Legionella pneumophila, a waterborne bacterium, is the primary cause of Legionnaires’ disease, a severe form of pneumonia contracted through the inhalation of contaminated aerosols. While this study focuses on L. pneumophila, other species, such as Legionella longbeachae, can also cause the disease, particularly in Australia and New Zealand. Cooling towers are a predominant source of Legionnaires' outbreaks, as they support the growth of both sessile and planktonic microbial communities and facilitate their aerosolisation. Therefore, microbial growth within these structures must be rigorously controlled through a variety of control measures. Currently, the efficacy of these control measures is assessed by routine monitoring of bulk water samples using culture-based methods. However, this reliance on planktonic samples combined with culture methods, typically delays remedial actions, allowing outbreaks to occur. This thesis aims to minimise the delay between the detection of Legionella and the implementation of remedial actions to prevent outbreaks. It hypothesises that biofilm samples could potentially serve as lead indicators for the rapid detection of L. pneumophila, thereby enabling timely corrective measures. Additionally, this research explores how biofilm samples enhance our understanding of interactions between biofilms, planktonic communities, and physicochemical parameters, potentially revealing key factors and trends that influence Legionella growth and lead to outbreaks.
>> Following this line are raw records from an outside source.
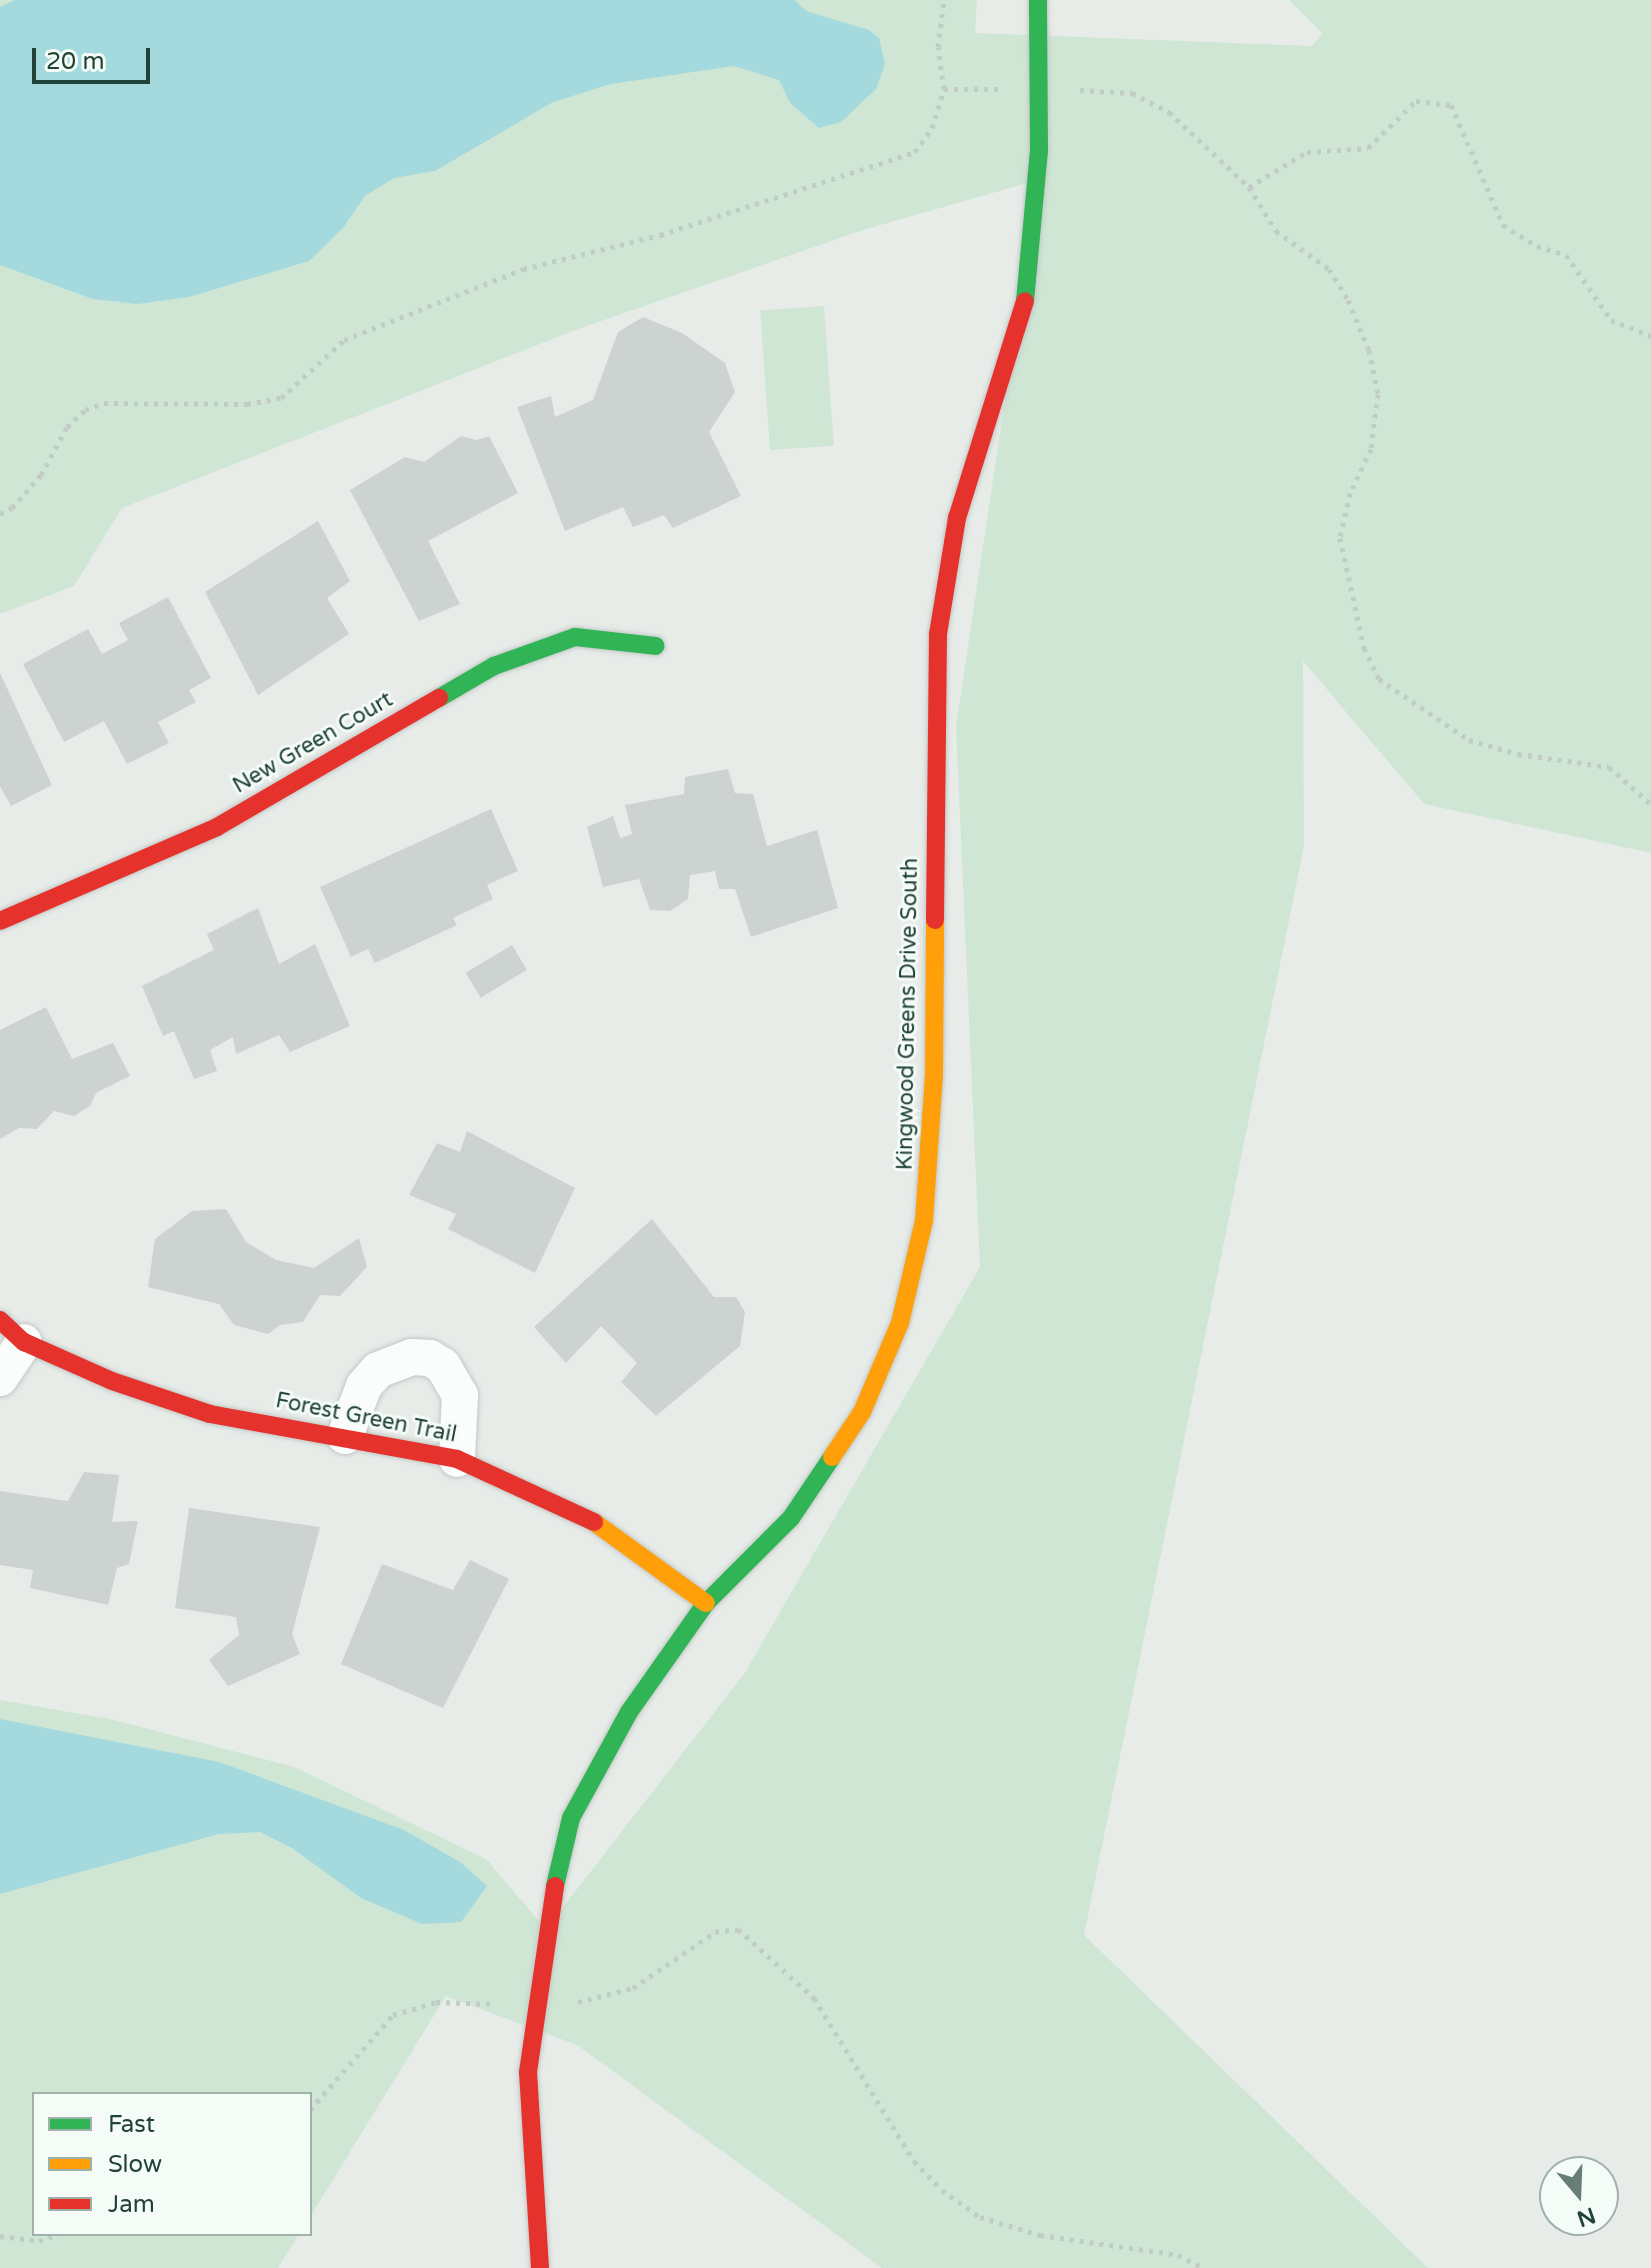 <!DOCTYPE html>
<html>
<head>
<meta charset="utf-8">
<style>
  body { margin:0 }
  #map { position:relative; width:1651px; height:2268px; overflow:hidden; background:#e7ece9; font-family:"Varela Round",sans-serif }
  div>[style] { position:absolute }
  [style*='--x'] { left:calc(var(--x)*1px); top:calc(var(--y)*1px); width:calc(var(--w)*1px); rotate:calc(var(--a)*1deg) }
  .green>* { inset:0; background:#cfe6d4; transform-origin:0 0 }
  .water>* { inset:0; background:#a4d9de }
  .building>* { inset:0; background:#cdd3d1; transform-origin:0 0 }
  .path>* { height:5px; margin-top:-2.5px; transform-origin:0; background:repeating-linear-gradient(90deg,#c2ccc7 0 4px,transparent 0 10px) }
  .roads { filter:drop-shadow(0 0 2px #c4c9c6) drop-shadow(0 0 2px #c4c9c6) }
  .street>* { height:36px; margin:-18px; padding:0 18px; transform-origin:18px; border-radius:18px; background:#fbfcfc }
  .fast>* { height:18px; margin:-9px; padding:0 9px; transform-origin:9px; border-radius:9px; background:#30b455 }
  .slow>* { height:18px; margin:-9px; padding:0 9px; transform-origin:9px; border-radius:9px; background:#ff9f0a }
  .jam>* { height:18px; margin:-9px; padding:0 9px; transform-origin:9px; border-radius:9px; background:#e5322d }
  span { translate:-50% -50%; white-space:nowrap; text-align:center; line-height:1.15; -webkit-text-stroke:6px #f5fbf7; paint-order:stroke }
  .street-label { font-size:22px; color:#214337 }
  .legend { position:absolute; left:32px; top:2092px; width:280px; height:144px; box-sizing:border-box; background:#f5fbf7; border:2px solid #a0b1aa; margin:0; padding:10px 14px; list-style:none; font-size:24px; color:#214337 }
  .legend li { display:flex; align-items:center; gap:16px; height:40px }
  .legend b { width:40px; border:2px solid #a0b1aa }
  .north { position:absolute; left:1539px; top:2156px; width:80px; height:80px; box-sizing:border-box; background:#f5fbf7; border:2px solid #a0b1aa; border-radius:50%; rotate:161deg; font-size:22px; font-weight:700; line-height:32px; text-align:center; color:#214337 }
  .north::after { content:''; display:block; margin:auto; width:28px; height:36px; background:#667e75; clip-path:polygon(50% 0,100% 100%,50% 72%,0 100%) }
  .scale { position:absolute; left:32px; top:48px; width:118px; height:36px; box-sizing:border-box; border:4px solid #214337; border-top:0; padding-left:10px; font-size:24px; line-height:28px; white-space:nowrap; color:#214337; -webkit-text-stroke:6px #f5fbf7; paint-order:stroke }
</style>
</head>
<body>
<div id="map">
  <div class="green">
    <i style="clip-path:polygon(0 0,977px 0,975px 33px,1312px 46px,1322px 33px,1289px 0,1651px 0,1651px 853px,1424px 804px,1303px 661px,1304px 846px,1084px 1935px,1428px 2268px,882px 2268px,577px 2045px,446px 1996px,310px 2217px,310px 2094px,34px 2094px,34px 2234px,299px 2234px,278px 2268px,0 2268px,0 1700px,110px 1719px,294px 1767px,486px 1859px,546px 1929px,744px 1674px,980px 1267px,956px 726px,1038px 180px,863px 230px,578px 329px,122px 508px,74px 586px,0 614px)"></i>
    <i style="left:824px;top:306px;width:140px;height:64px;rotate:86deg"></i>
  </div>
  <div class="water">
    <i style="clip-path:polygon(15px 0,795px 0,806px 11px,869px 30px,879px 38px,885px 64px,876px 89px,841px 122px,819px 128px,790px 103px,779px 80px,734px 66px,611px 84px,553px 102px,435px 171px,394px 178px,365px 196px,343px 228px,309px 261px,189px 297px,138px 304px,93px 299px,0 265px,0 7px)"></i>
    <i style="clip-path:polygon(0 1719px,219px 1762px,404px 1830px,460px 1862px,487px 1886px,461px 1922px,422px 1924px,361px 1898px,292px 1848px,260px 1832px,219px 1834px,0 1894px)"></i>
  </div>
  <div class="building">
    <i style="clip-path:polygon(643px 317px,682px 333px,725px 363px,735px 392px,709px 432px,741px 496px,673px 528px,664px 515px,633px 527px,623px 507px,565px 531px,517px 407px,551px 396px,555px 417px,593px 400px,618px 332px)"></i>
    <i style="clip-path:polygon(461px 436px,477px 440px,489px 436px,518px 493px,428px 541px,460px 604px,419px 621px,350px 490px,405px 457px,424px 462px)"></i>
    <i style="clip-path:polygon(318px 521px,350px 581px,327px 598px,349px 634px,258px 695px,205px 592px)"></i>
    <i style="clip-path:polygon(168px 597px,211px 678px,189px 690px,196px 702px,158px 722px,169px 743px,127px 764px,104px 721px,64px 742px,23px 664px,88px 629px,102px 654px,128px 640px,119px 623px)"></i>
    <i style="clip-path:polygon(0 673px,52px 785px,11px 806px,0 786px)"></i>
    <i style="clip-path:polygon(728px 769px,735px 793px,753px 794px,767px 846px,817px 830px,838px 908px,751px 937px,735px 889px,719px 889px,715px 871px,690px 875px,688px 899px,670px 911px,650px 910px,639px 879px,603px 887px,587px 827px,613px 816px,620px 838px,632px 834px,625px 805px,684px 794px,685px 777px)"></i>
    <i style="clip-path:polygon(491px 809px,518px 871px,487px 885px,493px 899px,453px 918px,457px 925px,375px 963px,368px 949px,351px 957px,320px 887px)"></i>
    <i style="clip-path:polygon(258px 908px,279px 964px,315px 944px,350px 1026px,290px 1052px,279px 1035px,236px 1054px,233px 1037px,210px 1050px,217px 1071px,194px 1079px,174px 1031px,163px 1036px,142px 986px,214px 950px,207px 934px)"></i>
    <i style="left:512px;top:945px;width:29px;height:54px;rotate:59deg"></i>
    <i style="clip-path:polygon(46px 1007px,72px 1059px,113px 1043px,130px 1076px,96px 1093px,90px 1106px,74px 1116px,54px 1111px,37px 1129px,19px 1128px,0 1139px,0 1030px)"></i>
    <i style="clip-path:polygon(467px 1131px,575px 1188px,535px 1273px,448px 1229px,456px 1214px,409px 1195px,437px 1143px,460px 1152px)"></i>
    <i style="clip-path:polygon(226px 1209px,246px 1242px,276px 1260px,314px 1268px,359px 1238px,367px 1267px,340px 1296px,320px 1295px,303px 1322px,280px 1325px,268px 1334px,234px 1325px,219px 1304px,148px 1287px,155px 1239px,192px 1211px)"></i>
    <i style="clip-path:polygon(652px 1219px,714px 1297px,736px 1297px,745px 1312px,740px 1346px,656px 1416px,621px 1382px,637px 1363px,601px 1326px,566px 1363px,534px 1327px)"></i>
    <i style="clip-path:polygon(84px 1472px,119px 1475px,112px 1522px,138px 1521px,129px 1564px,117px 1568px,108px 1605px,30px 1588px,33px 1570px,0 1565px,0 1491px,68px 1501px)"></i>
    <i style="clip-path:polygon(189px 1508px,320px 1527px,292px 1634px,300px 1654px,228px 1686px,209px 1660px,239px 1635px,236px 1617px,175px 1608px)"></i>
    <i style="clip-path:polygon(470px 1560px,509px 1579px,443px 1708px,341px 1664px,382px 1564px,453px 1590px)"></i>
  </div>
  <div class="path">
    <i style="--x:944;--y:89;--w:42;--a:-98.1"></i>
    <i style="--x:938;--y:47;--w:47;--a:-82.7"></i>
    <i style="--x:1080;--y:90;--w:52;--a:3.3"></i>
    <i style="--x:1132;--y:93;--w:42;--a:27.2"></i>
    <i style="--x:1169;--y:112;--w:110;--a:43.2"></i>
    <i style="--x:1249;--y:187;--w:52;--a:58.5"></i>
    <i style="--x:1276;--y:231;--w:65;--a:35.6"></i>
    <i style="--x:1329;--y:269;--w:36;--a:58"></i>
    <i style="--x:1348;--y:300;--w:54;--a:67.2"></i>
    <i style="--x:1369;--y:350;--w:45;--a:78.4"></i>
    <i style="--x:1378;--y:394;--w:55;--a:97.3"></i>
    <i style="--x:1371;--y:449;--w:49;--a:115.5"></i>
    <i style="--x:1350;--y:493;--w:46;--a:102.5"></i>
    <i style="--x:1340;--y:538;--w:113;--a:77.7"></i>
    <i style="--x:1364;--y:648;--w:34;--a:64"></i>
    <i style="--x:1379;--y:679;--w:109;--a:34.1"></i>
    <i style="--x:1469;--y:740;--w:51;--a:15.9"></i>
    <i style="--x:1518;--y:754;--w:92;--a:8.1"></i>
    <i style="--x:1609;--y:767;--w:56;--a:41.4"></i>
    <i style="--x:1249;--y:187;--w:68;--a:-31.1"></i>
    <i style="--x:1307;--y:152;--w:61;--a:-3.8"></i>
    <i style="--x:1368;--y:148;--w:67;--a:-44.4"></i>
    <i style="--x:1416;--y:101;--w:35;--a:7"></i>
    <i style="--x:1451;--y:105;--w:131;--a:66.6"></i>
    <i style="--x:1503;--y:225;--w:40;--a:32"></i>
    <i style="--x:1537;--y:246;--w:30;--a:17"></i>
    <i style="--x:1566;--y:255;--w:79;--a:55.3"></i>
    <i style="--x:1611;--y:320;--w:43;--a:21.8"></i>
    <i style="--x:0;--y:514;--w:13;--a:-27"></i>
    <i style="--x:12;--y:508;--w:44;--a:-48.7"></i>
    <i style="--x:41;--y:475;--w:55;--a:-61.6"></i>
    <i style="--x:67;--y:427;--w:25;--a:-43"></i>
    <i style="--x:85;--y:410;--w:20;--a:-20"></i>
    <i style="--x:104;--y:403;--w:143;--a:0.4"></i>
    <i style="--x:247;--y:404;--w:35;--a:-10"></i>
    <i style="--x:281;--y:398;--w:86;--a:-42.6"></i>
    <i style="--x:344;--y:340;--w:193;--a:-21.6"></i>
    <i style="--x:523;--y:269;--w:141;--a:-13.9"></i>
    <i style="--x:660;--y:235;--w:268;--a:-18"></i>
    <i style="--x:915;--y:152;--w:29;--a:-55"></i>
    <i style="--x:932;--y:128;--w:41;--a:-72.9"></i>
    <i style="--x:944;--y:89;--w:54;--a:0"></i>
    <i style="--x:578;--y:2002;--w:57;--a:-14.3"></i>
    <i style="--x:633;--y:1988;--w:99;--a:-34.3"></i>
    <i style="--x:715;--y:1932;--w:23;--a:-7"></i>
    <i style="--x:738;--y:1929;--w:103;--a:42.2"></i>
    <i style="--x:814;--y:1998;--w:191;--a:58.5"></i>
    <i style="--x:914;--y:2161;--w:40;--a:46"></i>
    <i style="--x:942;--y:2190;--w:47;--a:35.4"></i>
    <i style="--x:980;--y:2217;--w:63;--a:16.7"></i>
    <i style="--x:1040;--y:2235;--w:139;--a:8.2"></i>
    <i style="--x:1178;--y:2255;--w:28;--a:27"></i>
    <i style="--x:310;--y:2110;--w:126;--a:-48.9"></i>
    <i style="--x:393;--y:2015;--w:45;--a:-16.8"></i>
    <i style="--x:436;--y:2002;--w:60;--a:1.9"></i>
    <i style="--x:0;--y:2236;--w:39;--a:7"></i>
    <i style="--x:39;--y:2241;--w:21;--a:-19"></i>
  </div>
  <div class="roads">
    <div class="street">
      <i style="--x:0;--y:1378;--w:43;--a:-56.3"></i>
      <i style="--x:345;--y:1436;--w:53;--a:-69.2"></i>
      <i style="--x:364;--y:1386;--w:21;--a:-49"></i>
      <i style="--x:378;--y:1370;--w:36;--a:-21"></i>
      <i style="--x:412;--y:1357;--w:18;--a:3"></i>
      <i style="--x:430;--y:1358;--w:15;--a:32"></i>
      <i style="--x:443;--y:1366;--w:34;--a:60"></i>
      <i style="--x:460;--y:1395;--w:64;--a:92.7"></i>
    </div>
    <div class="fast">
      <i style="--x:1025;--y:301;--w:151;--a:-84.7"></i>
      <i style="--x:1039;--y:151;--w:151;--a:-90.4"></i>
      <i style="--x:439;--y:698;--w:64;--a:-30.2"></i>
      <i style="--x:494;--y:666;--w:86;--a:-19.7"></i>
      <i style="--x:575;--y:637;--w:81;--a:6.3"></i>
      <i style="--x:555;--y:1886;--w:70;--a:-76.8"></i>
      <i style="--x:571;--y:1818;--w:121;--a:-61.3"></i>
      <i style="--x:629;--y:1712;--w:133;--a:-54.8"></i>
      <i style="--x:706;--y:1603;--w:120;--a:-45"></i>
      <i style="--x:791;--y:1518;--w:73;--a:-56.1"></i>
    </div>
    <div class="slow">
      <i style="--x:832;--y:1457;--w:54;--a:-56.3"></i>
      <i style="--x:862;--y:1412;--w:97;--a:-66.9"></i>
      <i style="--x:900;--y:1323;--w:105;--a:-76.8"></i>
      <i style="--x:924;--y:1221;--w:147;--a:-86.1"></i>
      <i style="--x:934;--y:1074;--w:154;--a:-89.6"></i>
      <i style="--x:594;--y:1522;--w:138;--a:35.9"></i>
    </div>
    <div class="jam">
      <i style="--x:935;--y:920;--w:286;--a:-89.4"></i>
      <i style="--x:938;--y:634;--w:118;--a:-80.7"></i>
      <i style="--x:957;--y:518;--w:227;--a:-72.6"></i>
      <i style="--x:0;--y:921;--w:236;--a:-23.4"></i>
      <i style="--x:217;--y:827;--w:257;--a:-30.2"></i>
      <i style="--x:0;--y:1320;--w:33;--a:43"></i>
      <i style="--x:24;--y:1342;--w:96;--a:23.9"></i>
      <i style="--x:112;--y:1381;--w:103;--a:18.6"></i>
      <i style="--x:210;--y:1414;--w:251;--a:10.3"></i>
      <i style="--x:457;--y:1459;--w:151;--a:24.7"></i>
      <i style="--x:540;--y:2268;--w:196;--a:-93.5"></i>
      <i style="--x:528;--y:2072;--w:188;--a:-81.7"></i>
    </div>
  </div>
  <div class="street-label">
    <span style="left:313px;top:743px;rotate:-30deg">New Green Court</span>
    <span style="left:908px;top:1014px;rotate:-89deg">Kingwood Greens Drive South</span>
    <span style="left:366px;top:1418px;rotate:11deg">Forest Green Trail</span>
  </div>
  <ul class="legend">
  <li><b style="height:10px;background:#30b455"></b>Fast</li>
  <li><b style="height:10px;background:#ff9f0a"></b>Slow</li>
  <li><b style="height:10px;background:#e5322d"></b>Jam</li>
  </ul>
  <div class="north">N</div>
  <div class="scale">20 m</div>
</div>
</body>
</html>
To investigate whether biofilm samples could serve as lead indicators for Legionella detection, a novel and optimised biofilm sampling technique was developed and subsequently employed. This method was complemented by independently assessed emerging detection techniques and applied across four strategically selected operational cooling towers over an 18-month period. Additionally, the impact of microbial concentration, viability, and bacterial community structure was examined using flow cytometry and 16S rRNA bacterial community analysis, respectively. This approach significantly enhanced the likelihood of identifying precursor events indicative of Legionella presence.
The research revealed that biofilm samples exclusively identified L. pneumophila during the study period, with Legionella spp. found in higher concentrations in biofilms compared to bulk water. This underscores biofilms as a crucial ecological niche for Legionella spp. Although bacterial concentrations, viability, and physicochemical parameters were found to be insufficient predictors of Legionella proliferation, the composition of the bacterial community within biofilms played a pivotal role. Biofilms, while sharing a core set of taxa with bulk water, exhibited a unique community dominated by low-abundance and rare taxa that significantly influenced microbial interactions and ecological dynamics. These dynamics include the introduction of additional organic compounds and nitrogen, as well as the potential reduction of competitive bacterial populations, which can foster the growth of L. pneumophila. These findings suggest that biofilms can serve as a lead indicator for L. pneumophila, highlighting the need for more comprehensive monitoring policies, practices, and regulations. Such measures should include the assessment of biofilm samples alongside traditional planktonic samples. Prioritising biofilm samples provides a more accurate and holistic understanding of the dynamics of Legionella, revealing crucial insights into the microbial communities that foster conditions conducive to the presence of L. pneumophila. Therefore, integrating biofilm sampling into current monitoring strategies will not only enhance our understanding of Legionella proliferation but also allow for the earlier implementation of remedial actions. Ultimately, this approach is expected to reduce the risk of Legionella outbreaks, thereby safeguarding public health.